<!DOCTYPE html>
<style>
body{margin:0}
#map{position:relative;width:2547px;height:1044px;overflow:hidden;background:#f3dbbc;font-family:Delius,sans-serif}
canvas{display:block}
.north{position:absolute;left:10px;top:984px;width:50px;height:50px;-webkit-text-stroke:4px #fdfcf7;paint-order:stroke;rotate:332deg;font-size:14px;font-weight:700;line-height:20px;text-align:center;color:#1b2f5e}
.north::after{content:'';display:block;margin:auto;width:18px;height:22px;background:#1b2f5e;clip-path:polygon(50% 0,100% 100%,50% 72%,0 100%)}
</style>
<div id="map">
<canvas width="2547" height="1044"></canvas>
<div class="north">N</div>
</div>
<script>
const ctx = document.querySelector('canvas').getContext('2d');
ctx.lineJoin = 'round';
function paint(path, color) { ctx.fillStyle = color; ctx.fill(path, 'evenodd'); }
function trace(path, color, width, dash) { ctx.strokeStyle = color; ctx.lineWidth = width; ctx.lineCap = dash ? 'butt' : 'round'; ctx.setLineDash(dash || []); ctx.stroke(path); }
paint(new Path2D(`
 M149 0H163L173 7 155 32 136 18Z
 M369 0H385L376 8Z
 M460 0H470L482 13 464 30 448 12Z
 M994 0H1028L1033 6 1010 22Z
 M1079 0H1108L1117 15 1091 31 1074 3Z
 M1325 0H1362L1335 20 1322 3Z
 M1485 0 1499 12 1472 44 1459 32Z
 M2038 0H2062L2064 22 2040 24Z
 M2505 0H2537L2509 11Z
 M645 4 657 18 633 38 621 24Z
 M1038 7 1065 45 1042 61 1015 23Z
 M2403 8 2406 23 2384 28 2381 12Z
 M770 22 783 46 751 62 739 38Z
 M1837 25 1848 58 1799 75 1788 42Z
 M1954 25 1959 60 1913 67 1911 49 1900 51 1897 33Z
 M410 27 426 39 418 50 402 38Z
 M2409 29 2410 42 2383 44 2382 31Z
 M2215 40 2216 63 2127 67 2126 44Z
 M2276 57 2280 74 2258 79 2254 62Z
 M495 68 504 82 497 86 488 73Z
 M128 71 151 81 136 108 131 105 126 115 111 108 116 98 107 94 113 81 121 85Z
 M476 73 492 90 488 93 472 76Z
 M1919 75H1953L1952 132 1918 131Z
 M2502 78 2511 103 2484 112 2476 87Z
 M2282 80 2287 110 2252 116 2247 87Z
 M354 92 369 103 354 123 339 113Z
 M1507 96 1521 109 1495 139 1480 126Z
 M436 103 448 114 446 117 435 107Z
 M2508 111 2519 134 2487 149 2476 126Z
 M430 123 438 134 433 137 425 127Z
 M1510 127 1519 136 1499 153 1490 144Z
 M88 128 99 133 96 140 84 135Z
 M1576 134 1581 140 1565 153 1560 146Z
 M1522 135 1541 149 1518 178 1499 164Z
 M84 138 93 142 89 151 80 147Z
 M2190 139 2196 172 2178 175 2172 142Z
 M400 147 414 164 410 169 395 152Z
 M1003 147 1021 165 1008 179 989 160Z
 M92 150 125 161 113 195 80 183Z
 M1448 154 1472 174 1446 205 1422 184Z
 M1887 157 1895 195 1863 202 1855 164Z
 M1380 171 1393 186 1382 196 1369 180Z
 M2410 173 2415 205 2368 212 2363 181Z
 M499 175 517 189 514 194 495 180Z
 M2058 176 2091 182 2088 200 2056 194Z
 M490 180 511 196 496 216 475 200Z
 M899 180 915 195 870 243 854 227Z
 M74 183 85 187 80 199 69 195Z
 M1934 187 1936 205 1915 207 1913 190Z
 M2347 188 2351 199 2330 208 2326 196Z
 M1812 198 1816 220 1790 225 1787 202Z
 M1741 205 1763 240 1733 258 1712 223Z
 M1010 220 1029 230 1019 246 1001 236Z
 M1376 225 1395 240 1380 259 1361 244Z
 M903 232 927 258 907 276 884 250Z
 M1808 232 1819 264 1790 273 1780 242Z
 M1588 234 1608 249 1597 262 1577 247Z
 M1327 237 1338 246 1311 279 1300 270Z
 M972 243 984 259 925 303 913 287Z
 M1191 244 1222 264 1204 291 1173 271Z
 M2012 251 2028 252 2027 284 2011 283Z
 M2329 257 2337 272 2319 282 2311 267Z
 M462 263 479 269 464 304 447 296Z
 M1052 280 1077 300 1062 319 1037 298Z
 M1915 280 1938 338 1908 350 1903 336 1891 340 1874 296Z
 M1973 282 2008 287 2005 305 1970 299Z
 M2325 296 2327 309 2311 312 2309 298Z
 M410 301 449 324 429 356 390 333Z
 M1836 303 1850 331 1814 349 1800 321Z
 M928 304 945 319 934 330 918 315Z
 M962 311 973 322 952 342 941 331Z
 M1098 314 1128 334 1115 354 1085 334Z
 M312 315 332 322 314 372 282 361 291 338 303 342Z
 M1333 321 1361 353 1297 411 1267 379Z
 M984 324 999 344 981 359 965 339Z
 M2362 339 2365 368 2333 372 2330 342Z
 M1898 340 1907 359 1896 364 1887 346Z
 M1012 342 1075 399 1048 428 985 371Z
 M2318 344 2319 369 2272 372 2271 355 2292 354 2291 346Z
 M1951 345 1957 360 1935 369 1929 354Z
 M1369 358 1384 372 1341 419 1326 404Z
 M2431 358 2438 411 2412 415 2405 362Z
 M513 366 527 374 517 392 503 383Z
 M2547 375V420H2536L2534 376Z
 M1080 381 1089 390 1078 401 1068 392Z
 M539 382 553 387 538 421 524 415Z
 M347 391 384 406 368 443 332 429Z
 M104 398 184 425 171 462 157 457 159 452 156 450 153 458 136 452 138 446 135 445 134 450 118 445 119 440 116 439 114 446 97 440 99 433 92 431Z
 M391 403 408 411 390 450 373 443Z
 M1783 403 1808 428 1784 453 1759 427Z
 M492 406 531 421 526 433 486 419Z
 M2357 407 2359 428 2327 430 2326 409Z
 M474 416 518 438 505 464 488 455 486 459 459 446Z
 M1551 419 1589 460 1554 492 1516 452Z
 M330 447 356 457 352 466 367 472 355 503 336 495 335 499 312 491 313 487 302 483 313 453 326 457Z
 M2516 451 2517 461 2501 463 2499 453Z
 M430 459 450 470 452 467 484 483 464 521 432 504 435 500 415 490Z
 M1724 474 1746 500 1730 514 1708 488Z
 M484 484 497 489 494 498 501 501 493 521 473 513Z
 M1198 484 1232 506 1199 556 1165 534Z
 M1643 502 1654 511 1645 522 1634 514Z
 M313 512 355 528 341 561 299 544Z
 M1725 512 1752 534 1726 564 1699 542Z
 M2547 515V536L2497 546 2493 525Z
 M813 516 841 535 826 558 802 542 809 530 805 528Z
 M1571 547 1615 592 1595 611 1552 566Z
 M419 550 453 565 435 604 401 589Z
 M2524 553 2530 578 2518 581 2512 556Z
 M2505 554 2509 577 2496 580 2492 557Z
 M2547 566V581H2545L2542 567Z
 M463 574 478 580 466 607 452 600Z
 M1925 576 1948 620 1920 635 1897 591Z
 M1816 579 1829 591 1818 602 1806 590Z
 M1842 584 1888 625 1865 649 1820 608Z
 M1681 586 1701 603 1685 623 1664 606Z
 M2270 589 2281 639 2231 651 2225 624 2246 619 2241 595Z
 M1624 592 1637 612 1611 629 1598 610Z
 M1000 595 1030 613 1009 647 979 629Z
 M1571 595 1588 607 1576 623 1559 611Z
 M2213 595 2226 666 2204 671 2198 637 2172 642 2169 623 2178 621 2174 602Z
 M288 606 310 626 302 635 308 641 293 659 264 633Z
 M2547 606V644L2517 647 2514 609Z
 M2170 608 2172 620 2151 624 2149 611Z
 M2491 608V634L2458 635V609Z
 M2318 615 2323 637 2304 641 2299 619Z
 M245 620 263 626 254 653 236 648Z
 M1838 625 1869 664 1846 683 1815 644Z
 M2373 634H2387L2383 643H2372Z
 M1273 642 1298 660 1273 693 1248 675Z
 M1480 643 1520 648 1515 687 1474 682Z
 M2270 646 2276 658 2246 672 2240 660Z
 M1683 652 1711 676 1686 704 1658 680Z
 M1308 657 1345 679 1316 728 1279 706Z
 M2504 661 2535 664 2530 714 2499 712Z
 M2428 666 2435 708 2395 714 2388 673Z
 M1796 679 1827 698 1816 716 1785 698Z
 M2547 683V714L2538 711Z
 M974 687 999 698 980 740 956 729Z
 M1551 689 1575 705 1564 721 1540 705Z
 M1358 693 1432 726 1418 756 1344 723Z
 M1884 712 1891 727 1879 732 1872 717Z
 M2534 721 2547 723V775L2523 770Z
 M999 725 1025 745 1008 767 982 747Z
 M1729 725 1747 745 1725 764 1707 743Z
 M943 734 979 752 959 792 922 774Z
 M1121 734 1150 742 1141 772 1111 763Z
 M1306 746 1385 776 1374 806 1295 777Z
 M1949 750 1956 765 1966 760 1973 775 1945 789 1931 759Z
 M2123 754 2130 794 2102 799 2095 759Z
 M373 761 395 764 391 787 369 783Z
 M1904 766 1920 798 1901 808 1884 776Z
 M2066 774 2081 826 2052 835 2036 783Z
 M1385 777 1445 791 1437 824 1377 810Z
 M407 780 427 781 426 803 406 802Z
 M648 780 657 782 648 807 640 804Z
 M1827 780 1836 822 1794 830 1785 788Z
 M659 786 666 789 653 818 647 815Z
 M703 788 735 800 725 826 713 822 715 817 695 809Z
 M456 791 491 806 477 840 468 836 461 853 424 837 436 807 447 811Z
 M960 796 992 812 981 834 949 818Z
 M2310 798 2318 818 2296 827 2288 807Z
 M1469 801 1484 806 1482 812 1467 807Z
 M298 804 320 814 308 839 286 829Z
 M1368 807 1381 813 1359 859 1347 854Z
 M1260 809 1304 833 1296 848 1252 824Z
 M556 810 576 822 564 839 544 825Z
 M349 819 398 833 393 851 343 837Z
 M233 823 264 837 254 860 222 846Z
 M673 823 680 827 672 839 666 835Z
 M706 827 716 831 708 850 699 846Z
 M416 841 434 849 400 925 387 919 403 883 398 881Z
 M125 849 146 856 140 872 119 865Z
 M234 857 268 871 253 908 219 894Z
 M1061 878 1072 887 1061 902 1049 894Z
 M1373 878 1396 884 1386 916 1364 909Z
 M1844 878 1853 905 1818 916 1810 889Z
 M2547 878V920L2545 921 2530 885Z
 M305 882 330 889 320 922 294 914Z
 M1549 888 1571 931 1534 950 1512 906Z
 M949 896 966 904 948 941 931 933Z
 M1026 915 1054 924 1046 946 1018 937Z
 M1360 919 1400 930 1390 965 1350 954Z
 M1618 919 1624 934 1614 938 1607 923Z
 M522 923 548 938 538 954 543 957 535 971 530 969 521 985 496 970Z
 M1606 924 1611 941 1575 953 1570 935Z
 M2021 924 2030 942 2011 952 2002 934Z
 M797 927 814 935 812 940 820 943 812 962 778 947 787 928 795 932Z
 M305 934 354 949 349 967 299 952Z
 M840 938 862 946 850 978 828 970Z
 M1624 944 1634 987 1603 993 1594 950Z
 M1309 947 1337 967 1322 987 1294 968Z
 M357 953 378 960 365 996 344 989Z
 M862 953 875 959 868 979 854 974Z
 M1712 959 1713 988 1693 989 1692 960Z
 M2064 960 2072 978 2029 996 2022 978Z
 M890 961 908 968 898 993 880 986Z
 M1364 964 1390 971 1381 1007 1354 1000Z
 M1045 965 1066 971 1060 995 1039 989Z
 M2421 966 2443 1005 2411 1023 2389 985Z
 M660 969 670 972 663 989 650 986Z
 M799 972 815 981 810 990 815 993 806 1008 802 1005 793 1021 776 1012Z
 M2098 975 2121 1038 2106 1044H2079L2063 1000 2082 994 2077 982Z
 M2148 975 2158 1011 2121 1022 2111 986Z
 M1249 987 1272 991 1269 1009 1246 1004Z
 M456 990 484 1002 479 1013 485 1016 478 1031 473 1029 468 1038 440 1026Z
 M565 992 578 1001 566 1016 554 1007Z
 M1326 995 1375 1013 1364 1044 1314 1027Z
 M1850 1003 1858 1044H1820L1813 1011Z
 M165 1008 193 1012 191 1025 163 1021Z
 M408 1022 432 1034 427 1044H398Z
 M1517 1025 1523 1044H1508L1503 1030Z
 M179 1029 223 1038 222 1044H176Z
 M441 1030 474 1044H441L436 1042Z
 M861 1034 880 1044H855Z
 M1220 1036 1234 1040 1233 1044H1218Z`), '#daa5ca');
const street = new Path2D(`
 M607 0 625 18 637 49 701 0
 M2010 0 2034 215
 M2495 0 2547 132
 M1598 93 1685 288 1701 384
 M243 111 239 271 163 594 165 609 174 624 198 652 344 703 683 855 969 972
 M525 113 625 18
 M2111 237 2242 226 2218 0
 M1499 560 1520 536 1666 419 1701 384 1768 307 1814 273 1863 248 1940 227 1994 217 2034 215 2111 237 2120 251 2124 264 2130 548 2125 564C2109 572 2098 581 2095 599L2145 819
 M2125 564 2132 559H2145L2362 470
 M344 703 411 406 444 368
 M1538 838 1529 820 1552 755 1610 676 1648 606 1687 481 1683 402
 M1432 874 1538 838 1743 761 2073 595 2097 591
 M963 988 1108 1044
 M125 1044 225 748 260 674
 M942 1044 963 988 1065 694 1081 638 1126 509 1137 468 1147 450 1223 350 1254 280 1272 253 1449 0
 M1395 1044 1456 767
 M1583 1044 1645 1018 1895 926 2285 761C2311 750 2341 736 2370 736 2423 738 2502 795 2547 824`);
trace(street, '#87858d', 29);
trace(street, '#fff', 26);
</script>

------------------------------

HOW TO COMPLETE THIS TASK:
Pull out each line of the listing that holds the string "canvas".

WRITTEN SOLUTION:
canvas{display:block}
<canvas width="2547" height="1044"></canvas>
const ctx = document.querySelector('canvas').getContext('2d');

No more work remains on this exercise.